Exercise directions: Using the data beneath, show every line that includes the word "userSpaceOnUse".
*** Input data ***
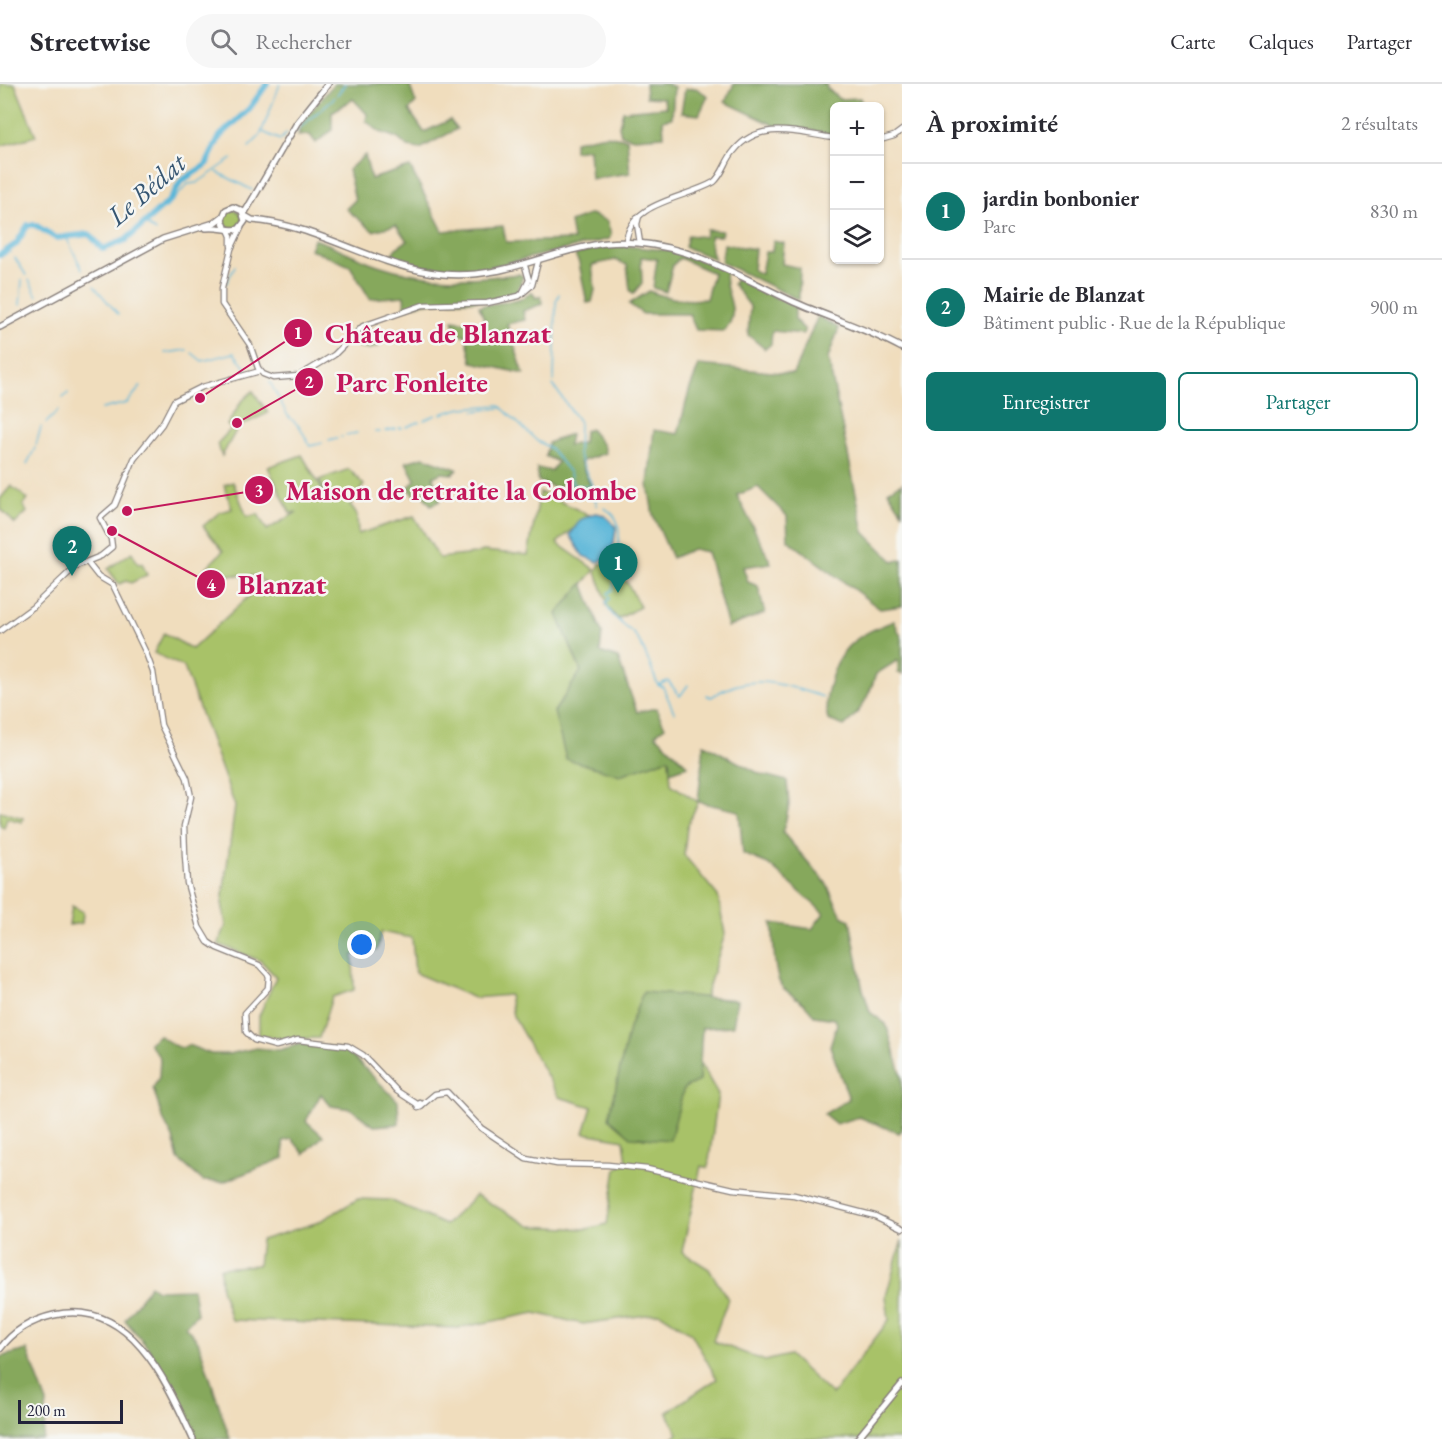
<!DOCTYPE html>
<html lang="fr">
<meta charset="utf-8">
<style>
:root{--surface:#fff;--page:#f7f7f7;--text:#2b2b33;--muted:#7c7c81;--line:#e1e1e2;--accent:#0f766e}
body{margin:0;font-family:"EB Garamond",serif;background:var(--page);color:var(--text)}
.controls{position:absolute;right:18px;top:18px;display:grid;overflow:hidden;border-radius:9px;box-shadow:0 2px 4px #0004}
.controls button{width:54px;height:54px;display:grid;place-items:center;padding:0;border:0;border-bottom:2px solid var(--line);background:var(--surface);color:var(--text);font:30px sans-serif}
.scale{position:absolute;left:18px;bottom:15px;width:105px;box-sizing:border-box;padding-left:6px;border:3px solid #22223b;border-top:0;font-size:16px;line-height:21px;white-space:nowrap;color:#22223b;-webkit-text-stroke:4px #f6f6f2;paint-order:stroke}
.you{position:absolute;left:362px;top:861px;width:21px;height:21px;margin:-15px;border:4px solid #fff;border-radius:50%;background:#1a73e8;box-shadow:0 0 0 9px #1a73e833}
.badge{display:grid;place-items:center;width:39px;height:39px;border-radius:50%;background:var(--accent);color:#fff;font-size:20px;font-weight:700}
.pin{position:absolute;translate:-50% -50px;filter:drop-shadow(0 2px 3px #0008)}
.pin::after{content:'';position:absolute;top:32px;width:21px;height:18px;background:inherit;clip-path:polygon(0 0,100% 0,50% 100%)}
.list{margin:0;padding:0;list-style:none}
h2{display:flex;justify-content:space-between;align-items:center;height:78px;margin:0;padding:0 24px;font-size:26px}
h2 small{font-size:20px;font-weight:400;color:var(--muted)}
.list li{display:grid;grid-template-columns:39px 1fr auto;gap:18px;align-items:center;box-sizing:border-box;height:96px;padding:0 24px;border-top:2px solid var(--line)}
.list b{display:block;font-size:22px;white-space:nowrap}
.list p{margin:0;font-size:20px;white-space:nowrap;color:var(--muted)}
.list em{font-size:20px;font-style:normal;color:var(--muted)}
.actions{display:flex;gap:12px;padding:18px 24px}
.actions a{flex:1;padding:14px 0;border:2px solid var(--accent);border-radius:9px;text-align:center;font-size:21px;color:var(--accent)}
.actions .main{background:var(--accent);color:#fff}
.icon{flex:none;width:33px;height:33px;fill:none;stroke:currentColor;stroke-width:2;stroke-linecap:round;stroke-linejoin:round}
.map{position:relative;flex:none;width:902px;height:1355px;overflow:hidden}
header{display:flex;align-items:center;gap:36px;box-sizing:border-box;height:84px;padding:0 30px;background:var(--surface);border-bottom:2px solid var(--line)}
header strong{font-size:28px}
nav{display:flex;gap:33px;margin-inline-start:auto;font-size:21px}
.search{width:420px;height:54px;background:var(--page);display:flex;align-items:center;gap:15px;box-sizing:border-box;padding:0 21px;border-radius:33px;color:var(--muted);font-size:22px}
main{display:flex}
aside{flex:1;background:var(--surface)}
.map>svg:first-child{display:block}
.green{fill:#a8c268;stroke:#657252;stroke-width:1.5}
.forest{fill:#86a85c;stroke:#54654c;stroke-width:1.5}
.water{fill:#5ab6d8;stroke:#3e6c8a;stroke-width:1.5}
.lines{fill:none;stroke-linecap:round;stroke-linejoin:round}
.stream{stroke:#5ab6d8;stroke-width:1.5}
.river{stroke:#5ab6d8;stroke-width:6}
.minor-casing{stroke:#89807c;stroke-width:7}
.major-casing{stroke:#89807c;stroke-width:8}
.minor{stroke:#fff;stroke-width:4.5}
.major{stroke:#fff;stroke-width:5}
.labels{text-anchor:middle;stroke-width:5;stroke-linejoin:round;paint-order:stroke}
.water-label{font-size:28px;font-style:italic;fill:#365672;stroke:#f6f6f2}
.leader{fill:none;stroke:#c2185b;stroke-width:2}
.callout-dot{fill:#c2185b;stroke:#f6f6f2;stroke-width:2}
.mark-label{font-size:18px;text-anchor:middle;font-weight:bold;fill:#fff}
.callout-label{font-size:28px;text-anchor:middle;font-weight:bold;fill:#c2185b;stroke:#f6f6f2;stroke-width:5;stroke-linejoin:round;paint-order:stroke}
</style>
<header>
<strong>Streetwise</strong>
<div class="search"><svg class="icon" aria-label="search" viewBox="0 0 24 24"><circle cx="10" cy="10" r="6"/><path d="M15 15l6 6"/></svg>Rechercher</div>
<nav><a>Carte</a><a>Calques</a><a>Partager</a></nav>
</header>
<main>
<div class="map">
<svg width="902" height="1355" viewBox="0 0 902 1355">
<rect width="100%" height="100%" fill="#f6f6f2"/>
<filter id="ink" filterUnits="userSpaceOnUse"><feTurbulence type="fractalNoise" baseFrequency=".0167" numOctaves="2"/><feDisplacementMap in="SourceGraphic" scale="12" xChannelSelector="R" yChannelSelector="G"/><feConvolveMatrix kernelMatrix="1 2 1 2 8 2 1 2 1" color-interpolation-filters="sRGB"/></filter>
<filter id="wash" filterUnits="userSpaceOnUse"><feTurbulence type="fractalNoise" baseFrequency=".008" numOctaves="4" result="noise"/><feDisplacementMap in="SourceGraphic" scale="24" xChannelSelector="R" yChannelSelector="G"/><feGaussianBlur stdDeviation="1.35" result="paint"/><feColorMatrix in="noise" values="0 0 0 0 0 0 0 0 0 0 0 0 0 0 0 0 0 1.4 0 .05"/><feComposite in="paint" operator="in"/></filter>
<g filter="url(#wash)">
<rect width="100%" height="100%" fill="#f0ddbd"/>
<g class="green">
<path d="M0,0H15L36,52L0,62Z"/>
<circle cx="233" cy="135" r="9"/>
<path d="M253,307L268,329L238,343L222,372L217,360L231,345L227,341L241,318Z"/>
<path d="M302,371L323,407L318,413L325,408L319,396L349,385L364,401L350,421L357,431L358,450L414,432L439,474L475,470L483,467L528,471L540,408L589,431L557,459L595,486L557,530L581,588L554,628L620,690L669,673L671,700L698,718L687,743L684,771L718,812L725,850L690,962L718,1010L708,1084L701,1082L682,1168L709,1185L728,1215L713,1257L765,1277L789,1271L832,1311L889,1236L886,1212L902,1156V1355H671L678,1350L667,1328L717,1295L691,1249L660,1229L583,1240L535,1229L458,1244L231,1236L221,1204L220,1184L258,1181L261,1156L319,1138L358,1115L390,1116L445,1141L476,1111L530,1142L587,1145L607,1140L616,1085L627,1078L624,1056L584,1049L592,1023L559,1013L513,932L509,911L474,914L415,889L412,854L381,848L377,866L353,871L354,906L332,913L319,954L284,955L259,951V932L276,893L261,877L218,860L226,842L222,819L235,722L184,583L154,569L164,549L192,565L264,498L255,492L200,490L223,467L203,442L220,428L232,425L224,401L233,398L247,433L258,430L267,446L297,428L290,429L268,383Z"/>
<path d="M11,402L28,415L23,421L27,428L15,440L0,424V415Z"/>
<path d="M132,468L138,480L142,479L147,491L131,499L126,497L119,500L108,485Z"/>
<path d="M610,479L628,500L640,523L618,535L606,521L607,518L596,488L600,480Z"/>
<path d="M0,727L23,734L22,738L7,734L4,744L0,742Z"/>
<path d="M72,822L83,828L82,839L69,841Z"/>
</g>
<g class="forest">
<path d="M334,0H409L416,19L409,26L424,48L450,36L457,45L420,65L408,63L397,54L380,48L366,37L367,30L353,15L332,28V46L316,59L310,51L298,52L302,38Z"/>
<path d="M645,0H667L674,3L672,34L663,36L664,52L634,54L621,51L619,42L623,27L666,23L663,14L646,13Z"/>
<path d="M734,0H826L827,4L839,15L860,14L863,22H834V51L793,43L780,44L725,18Z"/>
<path d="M696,4L708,12L699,31L681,29L685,5Z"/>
<path d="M606,51L627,55L630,89L591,95L589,65L574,67V57Z"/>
<path d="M365,71L371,95L410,83L443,147L503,142L506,158L573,156L570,138L591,130L607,137L611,151L609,155L473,187L415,182L389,174L396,164L407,157L396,141L373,147L346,125L355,116L348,86Z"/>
<path d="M706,146L722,147L721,152H710L711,168L715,175L685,163L688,151L705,153Z"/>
<path d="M314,155C336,162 356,174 378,181C425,197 470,196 519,190L523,192L517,209C480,224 441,210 405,224L404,212L370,215L350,182L310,165Z"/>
<path d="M773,157L784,159L782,180L800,184L799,216L721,178L724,160L755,165L753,186L761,190L765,168H772Z"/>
<path d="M627,162L674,167L726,186C721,209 744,226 724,247L696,246L689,230H643L629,220L649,207C669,215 685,217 706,215L713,189L680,174L673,181L666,208L653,204L657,175L641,173L642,199L633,210L630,206L627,181L615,176L592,181L595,206L592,218L587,219L579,179L575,171L597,164Z"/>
<path d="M736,195L795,223V236L805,246L803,250L772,247L771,260L765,265L748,251L750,222L733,200Z"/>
<path d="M532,208L536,214L541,212L542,220L523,227L525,236L507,240L524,290L472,278L466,251L456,250L453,236L486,240L479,222L519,216Z"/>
<path d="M818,232L839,244L828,274L864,448L894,478L902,475V522L880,525L788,456L787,432L758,403L737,411L771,479L743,483L748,498L758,502L765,529L728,543L707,468L693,465L672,474L653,431L648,400L654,346L678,350L689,307L699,281L793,290Z"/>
<path d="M373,245L380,249V261C371,267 360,267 353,258L358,250Z"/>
<path d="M590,345L603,361L605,369L580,378L594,409L565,400L555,404L538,397L537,384L551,387L558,378L545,372L548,359L570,350L568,361L583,359L584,347Z"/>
<path d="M423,373L457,385L453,390L441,389L433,393L440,414V417L431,421L422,410L416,412L408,404L415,396L406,378Z"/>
<path d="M902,399V428L888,407Z"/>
<path d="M583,499L602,549L600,568L618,574L637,628L656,624L665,643L655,650L688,682L670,688L669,674L620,691L566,675L554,628L581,587L557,530Z"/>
<path d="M894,537L902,555V590L898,589V576L876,590C869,612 862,627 844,642L828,636C825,621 826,612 830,599C840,560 858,551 894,537Z"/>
<path d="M704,660L760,690L787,697L789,721L783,749L826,799L842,832L850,836L862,902L870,928L886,940L902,993V1046L899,1049L859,1033L836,1040L824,1030L849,1015L830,962L837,940L835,935L814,932C803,915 797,916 783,904C773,894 774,854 772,839L812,845L824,829L768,780L743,770L739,727L698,718Z"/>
<path d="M643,908L737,916L733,942L702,944L699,997L684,1004L670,1056L631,1053L609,1034L629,944Z"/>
<path d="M159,951L173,961L182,964L188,961L211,970H229L256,964L279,966L300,960L320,961L347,967L398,1017L399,1040L374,1042L351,1025L331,1022L321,1010L306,1037L323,1052L304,1070L292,1055L283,1057L284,1074L223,1098L203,1097L178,1075L173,1054L162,1033L153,1004L159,993L160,974L149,959Z"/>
<path d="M150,1201L157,1206L193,1205L197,1230L185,1242L198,1257L230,1355H197L149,1265L125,1236Z"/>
<path d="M27,1266L47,1319L43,1355H0V1273Z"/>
</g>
<path class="water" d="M595,429C605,429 611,436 616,444L612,472L598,478L583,472L570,451L580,436Z"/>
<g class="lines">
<g class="stream">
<path d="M337,11L345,0"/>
<path d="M263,48L280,56L287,49"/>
<path d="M295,48L335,13"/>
<path d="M249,63L260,52L280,0"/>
<path d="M217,88L252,106"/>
<path d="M166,124L188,100L197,99L232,75"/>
<path d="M146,138L149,143L156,147"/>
<path d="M66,153L82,185"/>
<path d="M4,168L9,166L11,169"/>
<path d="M15,174L26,191"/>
<path d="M29,196L37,212"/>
<path d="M226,200L235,182"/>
<path d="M94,202L118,230"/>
<path d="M20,221L22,196"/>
<path d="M165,269L187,266"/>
<path d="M192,269L202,277L234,269L247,286"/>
<path d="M554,297L556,218L559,210"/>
<path d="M270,298L288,332L300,343L310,362L322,359"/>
<path d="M553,301L579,338L578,370L592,401"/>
<path d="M63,314L68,309"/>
<path d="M102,325L127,319L141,302"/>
<path d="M474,327L499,324"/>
<path d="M441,330L462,324L499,321L537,357L550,364L570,389L573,401L592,403L597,422"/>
<path d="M424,336L436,331"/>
<path d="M46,339L59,326"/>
<path d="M406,343L419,338"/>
<path d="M399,344H402"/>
<path d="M385,347L395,345"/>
<path d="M375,348H380"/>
<path d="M346,351L357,349"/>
<path d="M341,353H342"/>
<path d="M329,356L337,354"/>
<path d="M36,361L41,343"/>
<path d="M27,380L35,364"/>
<path d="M594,406L597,421"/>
<path d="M604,424C628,436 615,458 619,479"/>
<path d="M615,490L613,506L608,509L610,515L606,518C609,532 623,540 633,549C643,558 652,588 658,601L663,603L674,628"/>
<path d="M658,601L668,597L680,612L688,601"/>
<path d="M706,611L711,613C751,587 781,600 823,613"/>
</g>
<path class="river" d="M0,171L16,160L28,141H35L56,154L89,150L103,165L126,156L170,116L181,97L206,81L220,52L249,25L267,0"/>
</g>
</g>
<g filter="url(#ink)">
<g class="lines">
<g class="minor-casing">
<g id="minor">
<path d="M880,56L894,52L902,46"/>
<path d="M639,132L637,140L640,159"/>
<path d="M241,144L231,165L222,204V220L250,261L258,284L263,290L273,294L299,292L334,271L363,242L423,221L487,219L519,212L532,201L538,178"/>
<path d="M228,145L231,152V162"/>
<path d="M626,159C629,117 685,115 714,98C724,89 725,77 734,67C760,34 801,50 834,54"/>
<path d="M522,210L529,196L525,182"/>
<path d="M87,478L98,492L113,501L146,569L153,588L161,641L187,694L191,713L184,742L185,771L187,799L199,843L208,858L217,864L259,881L269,892L268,904L245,929L246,948L254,956L276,962L298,956L348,962L363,971L397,1007L417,1020"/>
<path d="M0,547L33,523L76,482L101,472L112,463L111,455L100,434L115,421L134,375L162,340L174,317L202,303L260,287"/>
<path d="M420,1019L421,1023L418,1024L417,1021Z"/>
<path d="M422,1021L435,1010L447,1008L481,1044L526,1074L557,1080L608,1081L647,1085L733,1105L794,1111L875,1132L902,1145"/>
</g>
</g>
<g class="major-casing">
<g id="major">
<path d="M244,130L297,39L328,0"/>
<path d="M245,132L252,136C319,141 376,184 443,190C503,196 550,166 606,159C677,152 733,190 794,218C830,234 868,245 902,264"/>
<path d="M206,144C219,142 229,148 239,145L245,137L242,127L233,123L226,126L222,135L225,143"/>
<path d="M0,243L163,155L214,139L222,133"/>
<path d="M0,1265C13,1247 32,1236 54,1231C131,1214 167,1298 193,1355"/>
<path d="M857,1355L902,1300"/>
</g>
</g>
<use href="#minor" class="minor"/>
<use href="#major" class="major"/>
</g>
</g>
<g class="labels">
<g class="water-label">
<text transform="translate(146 105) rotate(-41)" y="10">Le Bédat</text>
</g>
</g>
<path class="leader" d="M200 314L298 249M237 339L309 298M127 427L259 406M112 447L211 500"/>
<g class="callout-dot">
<circle cx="200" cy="314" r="6"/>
<circle cx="237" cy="339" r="6"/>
<circle cx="127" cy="427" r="6"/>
<circle cx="112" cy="447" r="6"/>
<circle cx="298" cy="249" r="15"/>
<circle cx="309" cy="298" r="15"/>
<circle cx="259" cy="406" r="15"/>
<circle cx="211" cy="500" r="15"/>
</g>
<g class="mark-label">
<text x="298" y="255">1</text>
<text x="309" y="304">2</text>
<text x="259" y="413">3</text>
<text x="211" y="507">4</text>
</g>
<g class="callout-label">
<text x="438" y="259">Château de Blanzat</text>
<text x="412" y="308">Parc Fonleite</text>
<text x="461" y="416">Maison de retraite la Colombe</text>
<text x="282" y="510">Blanzat</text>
</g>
</svg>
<div class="controls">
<button>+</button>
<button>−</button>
<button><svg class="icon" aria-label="layers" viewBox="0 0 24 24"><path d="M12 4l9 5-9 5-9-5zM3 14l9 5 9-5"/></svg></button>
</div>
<div class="scale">200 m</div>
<div class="you"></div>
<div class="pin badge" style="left:618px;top:509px">1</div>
<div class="pin badge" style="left:72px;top:492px">2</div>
</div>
<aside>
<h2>À proximité<small>2 résultats</small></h2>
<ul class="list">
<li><span class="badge">1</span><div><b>jardin bonbonier</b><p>Parc</p></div><em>830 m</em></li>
<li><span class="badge">2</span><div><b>Mairie de Blanzat</b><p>Bâtiment public · Rue de la République</p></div><em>900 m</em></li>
</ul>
<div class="actions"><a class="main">Enregistrer</a><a>Partager</a></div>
</aside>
</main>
***
Solution to the problem:
<filter id="ink" filterUnits="userSpaceOnUse"><feTurbulence type="fractalNoise" baseFrequency=".0167" numOctaves="2"/><feDisplacementMap in="SourceGraphic" scale="12" xChannelSelector="R" yChannelSelector="G"/><feConvolveMatrix kernelMatrix="1 2 1 2 8 2 1 2 1" color-interpolation-filters="sRGB"/></filter>
<filter id="wash" filterUnits="userSpaceOnUse"><feTurbulence type="fractalNoise" baseFrequency=".008" numOctaves="4" result="noise"/><feDisplacementMap in="SourceGraphic" scale="24" xChannelSelector="R" yChannelSelector="G"/><feGaussianBlur stdDeviation="1.35" result="paint"/><feColorMatrix in="noise" values="0 0 0 0 0 0 0 0 0 0 0 0 0 0 0 0 0 1.4 0 .05"/><feComposite in="paint" operator="in"/></filter>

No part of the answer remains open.